For the skin and blood of 

the One who can save us

Along this broken road

We are all

Pilgrims

Last

these ordinary words

Hewn from a tree

To the curve of the foot

Or simply endure 

Itself a stone, a hard place

To be in the presence of God

As he dips the bread into wine

Supper of blood and agony

Last…

Supper

Day

Glimpse…

Of who we will be 

The first and the last

The last shall be

First.

First you must know

The beautiful feat of God.

Rapunzel

you deserve

Truth clenched in both hands

For years I have puzzled

How would she know 

“The real story?”

The only “mother” she ever knew kept her locked in a tower

Named her after stolen

Salad greens

Tell your twin 

Running to Canada was the

line I could not, would not

Cross for love

Unlike a man we both know

Who crossed lines of  law and love 

Abandoned wife and children

Hid his treasure 

Said he could not pay

No fairytale love-

Story for his first wife

Little ones

there are records of these things

The faces of the abandoned are familiar to you now

Unlike your own mother’s

Who they kept from you 

Fear and sin will make an ordinary

Monster out of us all.

Sadie’s foster mother told me once-

They are Christians, you know!

Christians do not steal babies

Live lies

Or put their assets in their girlfriends’ names

But how would Rapunzel know that?

She would have to borrow her sisters’

Plaited hair

A ladder to

Set all three free

Then look for the small stones

Of Truth

Scattered along 

the long road 

Home.

Memorial Day

It has been almost a decade since my father died after his helicopter crashed on descent.

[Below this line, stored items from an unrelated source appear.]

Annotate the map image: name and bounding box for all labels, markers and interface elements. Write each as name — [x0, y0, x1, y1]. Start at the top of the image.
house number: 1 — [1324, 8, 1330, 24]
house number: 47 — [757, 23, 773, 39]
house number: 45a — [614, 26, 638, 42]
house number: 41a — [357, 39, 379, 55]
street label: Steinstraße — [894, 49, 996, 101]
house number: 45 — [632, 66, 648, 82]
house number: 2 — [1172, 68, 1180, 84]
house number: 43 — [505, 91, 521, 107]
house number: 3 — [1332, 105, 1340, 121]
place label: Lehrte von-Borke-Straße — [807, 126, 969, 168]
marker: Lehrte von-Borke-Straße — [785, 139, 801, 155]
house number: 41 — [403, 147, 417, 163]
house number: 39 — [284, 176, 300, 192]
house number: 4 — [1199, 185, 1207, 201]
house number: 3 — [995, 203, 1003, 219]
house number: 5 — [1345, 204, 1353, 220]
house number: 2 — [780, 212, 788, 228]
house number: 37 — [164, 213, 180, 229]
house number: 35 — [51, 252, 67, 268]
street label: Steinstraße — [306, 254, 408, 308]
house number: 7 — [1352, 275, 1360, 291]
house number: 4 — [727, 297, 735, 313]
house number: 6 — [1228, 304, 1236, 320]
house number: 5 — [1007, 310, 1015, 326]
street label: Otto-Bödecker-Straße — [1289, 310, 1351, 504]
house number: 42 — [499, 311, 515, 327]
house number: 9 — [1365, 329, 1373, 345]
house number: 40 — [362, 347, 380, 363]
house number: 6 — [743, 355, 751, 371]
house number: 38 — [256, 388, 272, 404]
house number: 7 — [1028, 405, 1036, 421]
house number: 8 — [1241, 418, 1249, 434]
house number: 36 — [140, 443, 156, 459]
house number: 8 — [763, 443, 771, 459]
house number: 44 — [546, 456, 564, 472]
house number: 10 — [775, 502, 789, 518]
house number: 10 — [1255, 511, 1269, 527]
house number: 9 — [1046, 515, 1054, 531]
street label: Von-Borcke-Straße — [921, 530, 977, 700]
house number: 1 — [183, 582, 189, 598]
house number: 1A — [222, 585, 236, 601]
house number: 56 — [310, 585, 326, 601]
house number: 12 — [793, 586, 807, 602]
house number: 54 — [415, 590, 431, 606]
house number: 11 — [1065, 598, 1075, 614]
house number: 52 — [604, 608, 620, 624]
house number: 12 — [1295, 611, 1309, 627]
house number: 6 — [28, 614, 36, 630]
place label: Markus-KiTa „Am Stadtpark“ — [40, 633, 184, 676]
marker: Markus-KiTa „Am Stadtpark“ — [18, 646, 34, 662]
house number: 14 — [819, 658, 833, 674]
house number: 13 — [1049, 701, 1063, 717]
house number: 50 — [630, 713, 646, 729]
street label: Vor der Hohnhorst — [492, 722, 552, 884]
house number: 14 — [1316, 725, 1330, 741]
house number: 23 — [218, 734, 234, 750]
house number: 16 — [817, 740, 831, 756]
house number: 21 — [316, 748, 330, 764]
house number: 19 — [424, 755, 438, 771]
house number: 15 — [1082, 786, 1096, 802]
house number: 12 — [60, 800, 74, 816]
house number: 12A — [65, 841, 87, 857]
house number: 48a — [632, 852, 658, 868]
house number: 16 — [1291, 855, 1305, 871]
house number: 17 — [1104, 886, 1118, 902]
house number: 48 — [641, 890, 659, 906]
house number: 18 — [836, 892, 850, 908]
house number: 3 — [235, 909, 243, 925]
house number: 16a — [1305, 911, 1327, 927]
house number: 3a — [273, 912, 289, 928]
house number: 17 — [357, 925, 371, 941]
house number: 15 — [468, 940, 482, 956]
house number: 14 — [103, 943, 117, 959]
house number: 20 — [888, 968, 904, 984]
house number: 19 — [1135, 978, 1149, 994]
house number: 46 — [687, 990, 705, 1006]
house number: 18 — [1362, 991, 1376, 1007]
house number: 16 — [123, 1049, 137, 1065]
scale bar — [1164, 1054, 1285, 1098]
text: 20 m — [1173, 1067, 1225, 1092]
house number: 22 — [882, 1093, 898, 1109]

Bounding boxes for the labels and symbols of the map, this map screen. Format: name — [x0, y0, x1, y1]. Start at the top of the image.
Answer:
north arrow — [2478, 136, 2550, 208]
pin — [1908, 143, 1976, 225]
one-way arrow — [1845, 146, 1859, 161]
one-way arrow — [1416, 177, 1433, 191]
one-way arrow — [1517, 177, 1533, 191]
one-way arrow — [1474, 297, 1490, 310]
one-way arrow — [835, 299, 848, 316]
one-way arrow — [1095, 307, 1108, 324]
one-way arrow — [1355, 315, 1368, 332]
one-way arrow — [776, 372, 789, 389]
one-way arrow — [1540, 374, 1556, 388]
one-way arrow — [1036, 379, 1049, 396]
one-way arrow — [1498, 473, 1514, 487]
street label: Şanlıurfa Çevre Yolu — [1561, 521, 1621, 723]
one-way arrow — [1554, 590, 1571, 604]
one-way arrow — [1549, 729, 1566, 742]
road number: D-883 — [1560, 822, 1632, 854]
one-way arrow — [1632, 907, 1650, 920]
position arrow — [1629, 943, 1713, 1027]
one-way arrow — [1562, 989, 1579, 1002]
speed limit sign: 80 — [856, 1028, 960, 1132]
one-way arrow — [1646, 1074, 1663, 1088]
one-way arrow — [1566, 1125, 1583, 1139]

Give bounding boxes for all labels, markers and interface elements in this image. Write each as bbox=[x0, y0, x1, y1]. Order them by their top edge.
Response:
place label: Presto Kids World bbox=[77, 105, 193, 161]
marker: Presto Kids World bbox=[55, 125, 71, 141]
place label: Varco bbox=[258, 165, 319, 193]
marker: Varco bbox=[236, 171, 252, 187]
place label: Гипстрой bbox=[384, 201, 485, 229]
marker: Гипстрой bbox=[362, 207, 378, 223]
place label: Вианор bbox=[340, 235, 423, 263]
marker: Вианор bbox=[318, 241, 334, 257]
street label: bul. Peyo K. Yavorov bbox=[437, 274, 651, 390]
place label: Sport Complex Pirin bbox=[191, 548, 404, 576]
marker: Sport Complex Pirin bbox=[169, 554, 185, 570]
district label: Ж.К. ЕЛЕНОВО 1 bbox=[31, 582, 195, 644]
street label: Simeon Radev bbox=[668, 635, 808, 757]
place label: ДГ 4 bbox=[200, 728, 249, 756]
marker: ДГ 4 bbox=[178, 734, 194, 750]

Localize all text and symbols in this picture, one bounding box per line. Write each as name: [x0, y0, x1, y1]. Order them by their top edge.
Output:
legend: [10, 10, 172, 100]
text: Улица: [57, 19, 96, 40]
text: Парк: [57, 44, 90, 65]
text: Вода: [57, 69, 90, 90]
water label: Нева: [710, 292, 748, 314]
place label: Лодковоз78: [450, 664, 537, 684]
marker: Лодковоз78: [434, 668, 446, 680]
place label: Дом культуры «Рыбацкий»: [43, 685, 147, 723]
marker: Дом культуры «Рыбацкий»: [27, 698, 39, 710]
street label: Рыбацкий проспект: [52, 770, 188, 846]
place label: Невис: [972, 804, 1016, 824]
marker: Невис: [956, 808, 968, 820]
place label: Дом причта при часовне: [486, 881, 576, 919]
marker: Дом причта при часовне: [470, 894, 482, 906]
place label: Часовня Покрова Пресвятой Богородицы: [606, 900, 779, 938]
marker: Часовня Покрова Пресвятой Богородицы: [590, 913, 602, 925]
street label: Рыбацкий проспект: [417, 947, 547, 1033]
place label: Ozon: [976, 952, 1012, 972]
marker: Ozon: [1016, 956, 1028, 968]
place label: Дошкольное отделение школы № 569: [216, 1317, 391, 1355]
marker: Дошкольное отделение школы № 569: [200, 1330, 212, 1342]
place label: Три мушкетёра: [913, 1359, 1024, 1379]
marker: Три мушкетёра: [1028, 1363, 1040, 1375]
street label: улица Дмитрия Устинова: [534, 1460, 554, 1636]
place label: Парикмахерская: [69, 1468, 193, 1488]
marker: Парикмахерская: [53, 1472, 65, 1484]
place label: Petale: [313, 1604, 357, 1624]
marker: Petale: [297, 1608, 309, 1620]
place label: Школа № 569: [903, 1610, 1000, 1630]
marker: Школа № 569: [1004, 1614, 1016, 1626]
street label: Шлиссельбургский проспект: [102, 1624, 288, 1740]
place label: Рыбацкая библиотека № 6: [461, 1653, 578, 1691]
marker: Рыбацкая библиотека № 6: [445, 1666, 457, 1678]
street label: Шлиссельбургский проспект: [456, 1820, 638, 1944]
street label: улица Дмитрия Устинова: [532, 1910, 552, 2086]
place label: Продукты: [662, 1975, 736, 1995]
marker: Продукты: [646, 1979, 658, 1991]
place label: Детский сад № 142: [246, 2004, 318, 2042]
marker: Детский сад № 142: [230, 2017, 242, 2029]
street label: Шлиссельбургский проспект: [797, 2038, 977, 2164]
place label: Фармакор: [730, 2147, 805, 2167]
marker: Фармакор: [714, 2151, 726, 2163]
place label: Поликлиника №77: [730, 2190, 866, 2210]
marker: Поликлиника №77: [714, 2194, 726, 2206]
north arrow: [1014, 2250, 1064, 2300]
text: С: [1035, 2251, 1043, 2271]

I still feel flashes of pain when I am reminded of that pain.

Ordinary haunting is a longterm normal for we who grieve.

The death of one man changes the world.  

Evoking Jesus.

He took every crash, every act of misery and self-destruction.  Drained the cup of history to the dregs of genocide, exploitation, war, famine, epidemic, deadly contagion.

Hell to pay for us. The wrath of holy Love, the grief of God poured out. 

For us.

To atone for the transgressions of a single garden-variety human would be unwatchable, unlivable, unthinkable, unbearable– awful.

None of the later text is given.